One of the most significant ways moving out can influence your divorce is when it comes to child custody. If you move out, it means you don’t spend as much time with your kids. Not only can this harm your relationship, but it can also damage your custody claim.
Kids pick up on tensions at home and no children want to watch their parents fight. Maybe moving out will help alleviate this. And in the short term, that’s often the effect. Down the road, however, it may hurt your chances of getting custody.
For the most part, courts try not to drastically change a child’s schedule or living situation if possible. This includes radically altering parenting time. The less time you spend with them now, the less likely that is to increase after finalizing the divorce.
One option if you do move out is to have a parenting plan already established and in place. This protects your time with your children. It’s also important to make use of the opportunities you do have with them. Make them the priority and maintain a major, active presence in their life.
This shows the court you have an earnest interest in being a parent. The more involved you stay in regular, daily activities, the more likely that will endure following a divorce.

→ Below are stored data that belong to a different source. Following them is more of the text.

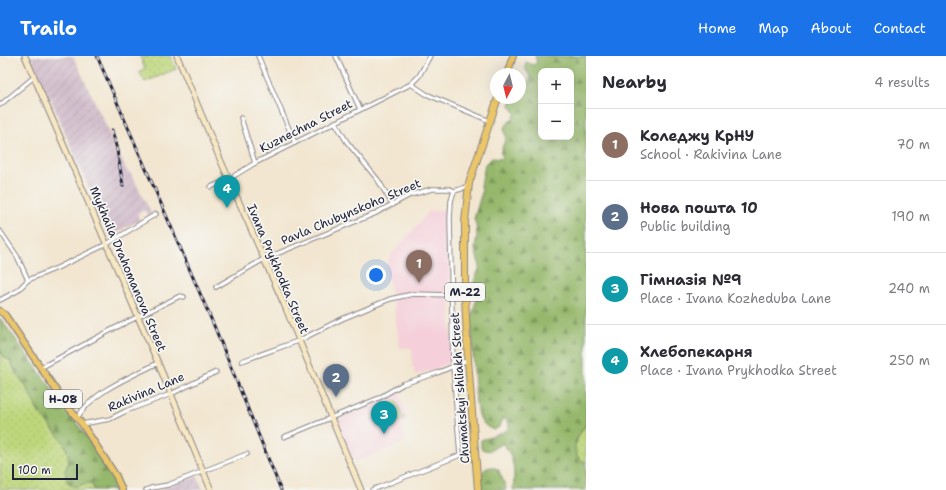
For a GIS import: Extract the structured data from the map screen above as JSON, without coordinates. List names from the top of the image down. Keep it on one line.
{"streets":{"highway":["М-22","Chumatskyi shliakh Street"],"main road":["Mykhaila Drahomanova Street","Ivana Prykhodka Street","Н-08"],"street":["Kuznechna Street","Pavla Chubynskoho Street","Rakivina Lane"]},"crossings":[["Kuznechna Street","Ivana Prykhodka Street"],["Pavla Chubynskoho Street","Ivana Prykhodka Street"],["Mykhaila Drahomanova Street","Rakivina Lane"],["Rakivina Lane","Н-08"]],"scale_bar":"100 m","north":"bottom","page":{"header":"Trailo","nav":["Home","Map","About","Contact"],"heading":["Nearby","4 results"],"map_buttons":["+","−"],"list":[{"mark":"1","name":"Коледжу КрНУ","note":"School · Rakivina Lane","value":"70 m"},{"mark":"2","name":"Нова пошта 10","note":"Public building","value":"190 m"},{"mark":"3","name":"Гімназія №9","note":"Place · Ivana Kozheduba Lane","value":"240 m"},{"mark":"4","name":"Хлебопекарня","note":"Place · Ivana Prykhodka Street","value":"250 m"}],"pins":["4","1","2","3"],"scale":"100 m"}}
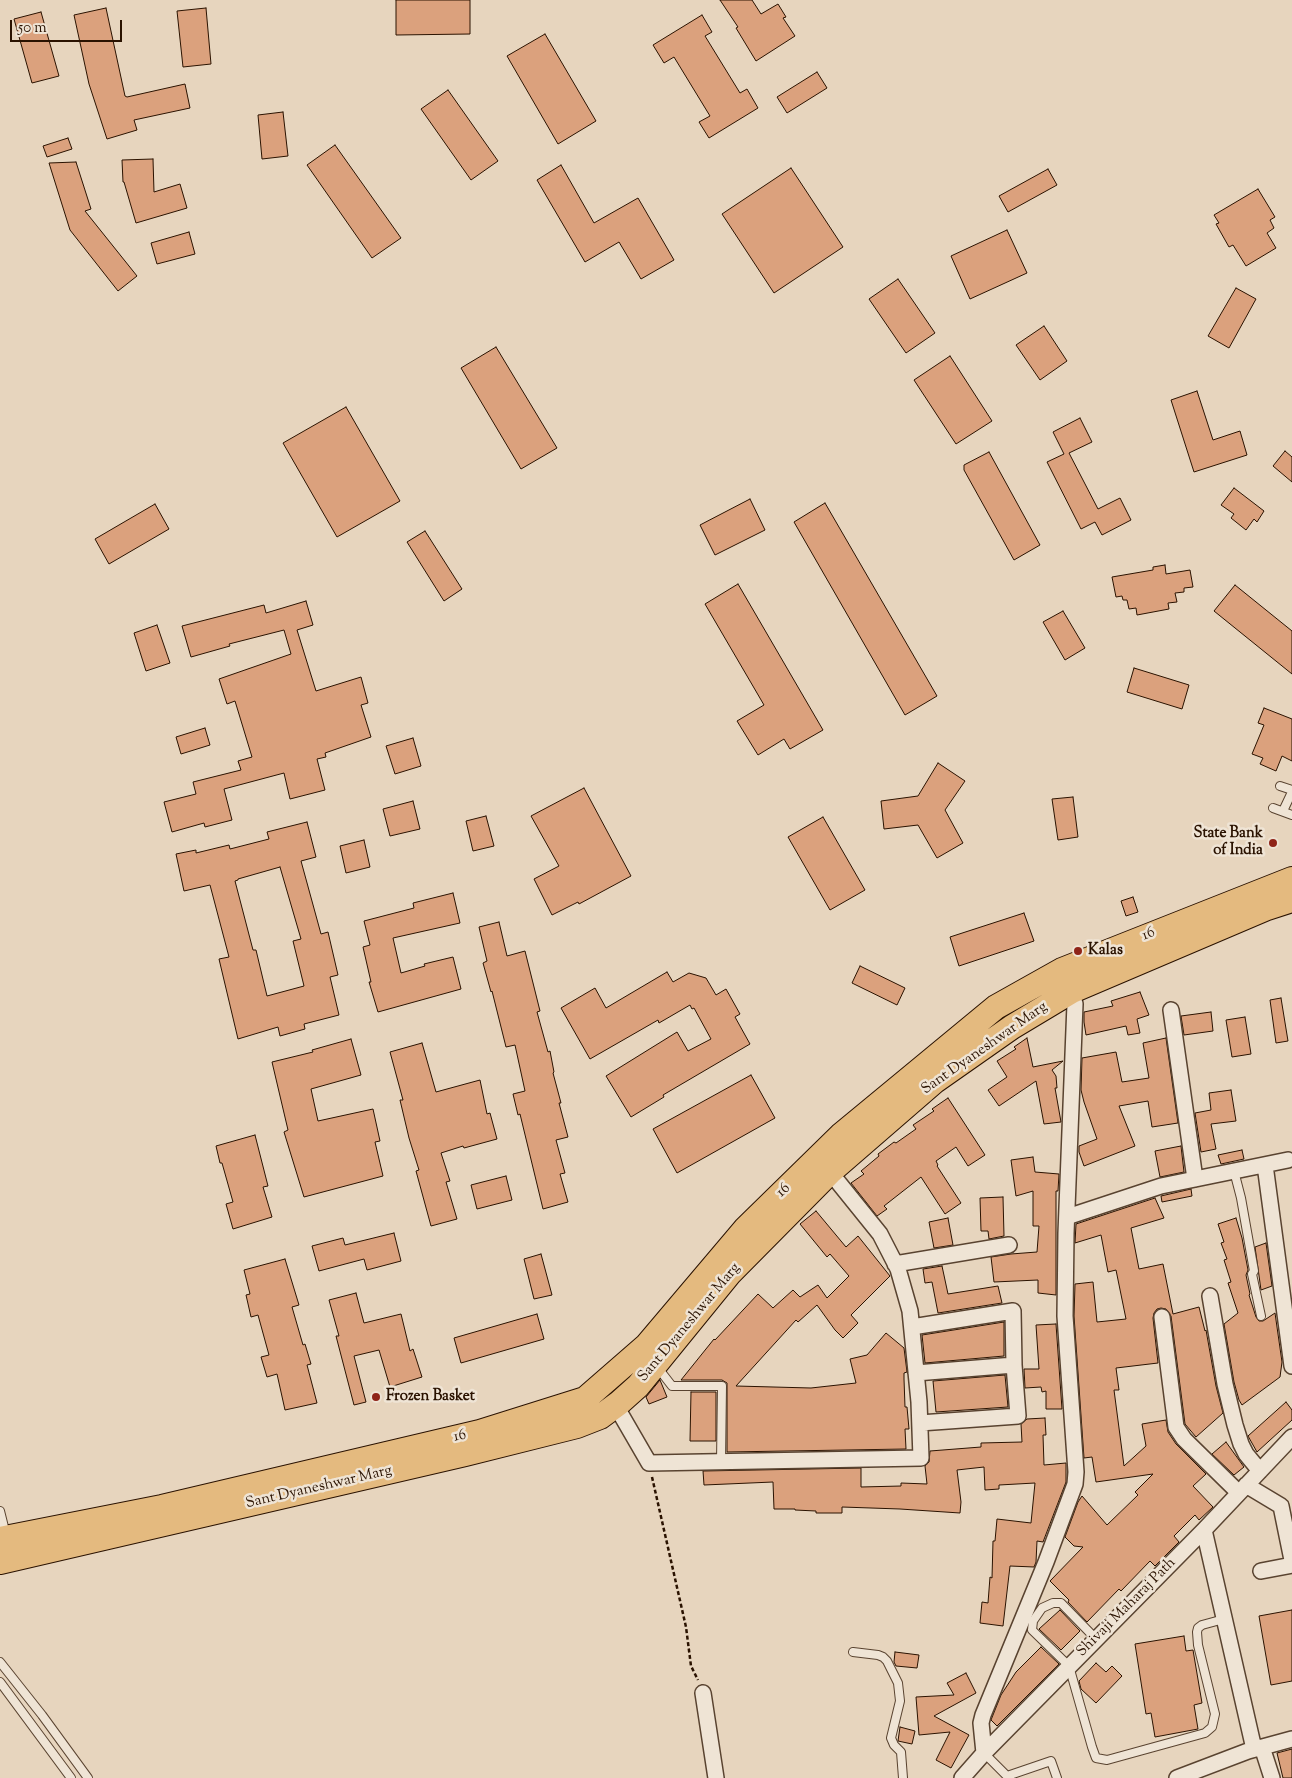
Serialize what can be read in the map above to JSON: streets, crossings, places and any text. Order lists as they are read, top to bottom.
{
  "streets": {
    "main road": ["16", "Sant Dyaneshwar Marg"],
    "street": ["Shivaji Maharaj Path"]
  },
  "crossings": [
    ["16", "Sant Dyaneshwar Marg"]
  ],
  "places": ["State Bank of India", "Kalas", "Frozen Basket"],
  "scale_bar": "50 m"
}
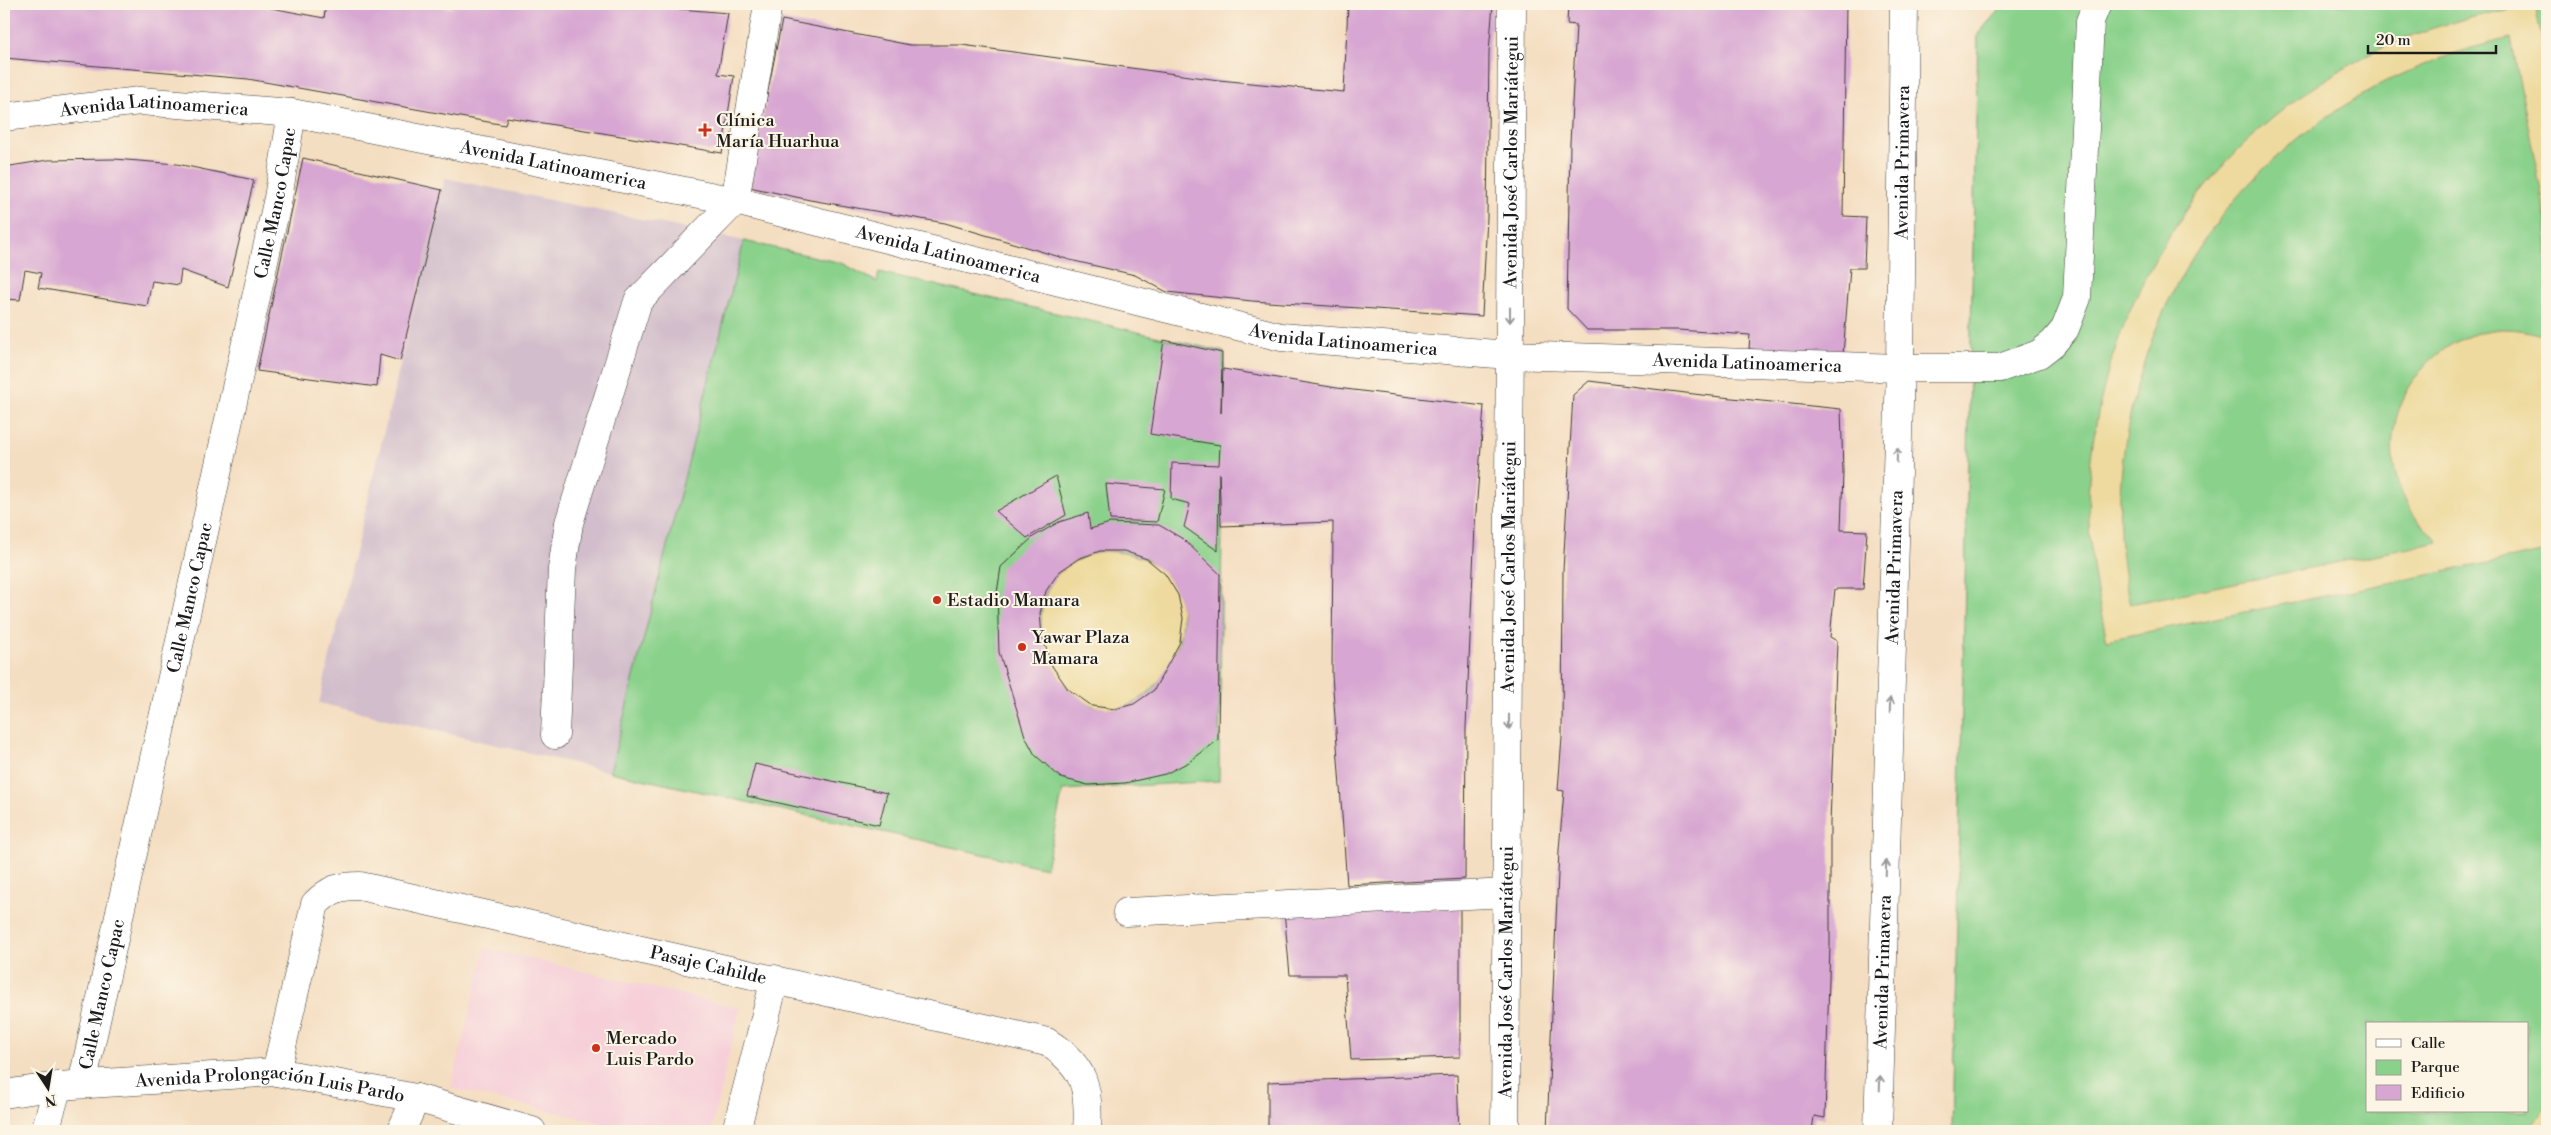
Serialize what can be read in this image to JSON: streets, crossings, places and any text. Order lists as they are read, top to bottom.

Related Reading: Special Needs, Divorce, and Child Custody
Moving Out and Property
Another way moving out may significantly impact your divorce is financially and with the division of property. It’s expensive to set up a new home. You need furniture, there’s rent, and maybe you haven’t bought silverware in a while. Then there’s the fact that you often have to pay all the bills from a single paycheck for the first time in years. That’s not cheap.
In most cases, houses are the biggest things you buy in your lifetime. It’s likely the most valuable thing you own. Because of this, it’s also the most substantial piece on the table when it comes to splitting up assets.
When you move out of a home with your name on the title, it may weaken your claim. Ultimate ownership is difficult to determine if there’s an argument over who the court should award it to.
People also often neglect paperwork when moving out of a shared home. Divorce requires all kinds of records:
- Bank statements.
- Credit histories.
- Loan documents.
- Life insurance policies.
- Retirement papers.
- Other financial documents.
It’s important you don’t move out and leave them behind, but many people do. They’re easy to overlook and probably not your main concern in the moment. And while we do so much online now, you may still receive paper statements at home. Collect what you need, change addresses and contact information when necessary, and ensure you retain access to the important papers.
Much like access to paperwork, moving out also impacts access to other possessions. It’s one thing if you pack up everything you own when you hit the road. But if you don’t, it’s often hard to get back into the house. If things are bad, it’s not unheard of for an ex to damage or get rid of items you left behind.
Related Reading: How Major Purchases Impact Divorce
Moving Out and Spousal Support
When you move out, the bills stay behind. In some cases, you have to continue paying during the divorce. It’s common to have to cover your share month to month, even if you live elsewhere. This often sets a negative precedent when it comes to spousal support.
The court may presume that the amount you pay is financially viable and order you to continue to pay that amount, or something similar.
While you crash with friends or relatives, you may inadvertently prove to the court how much your ex needs and how much you can afford, whether that’s accurate or not.
A temporary situation may very well become permanent and sap your finances for years to come.
There is a flip side to this, however. On occasion, moving out can set a positive precedent for spousal support. If your ex steps up and manages the finances and home maintenance alone, it may indicate less need and lead to smaller payments. In addition, if you pay much less monthly support, it can help out in future proceedings.
None of this is to say you can’t move out during a divorce. You may need to, especially if a living situation becomes unsafe.
But in general, unless the court specifically orders you to, or it’s a safety issue, we don’t recommend vacating.
As long as it’s safe, we strongly urge you to stay at least until you consult an attorney. Since it can have such a huge impact, it’s important to know the consequences of your actions. An experienced professional can help determine a strategy that best protects your interests.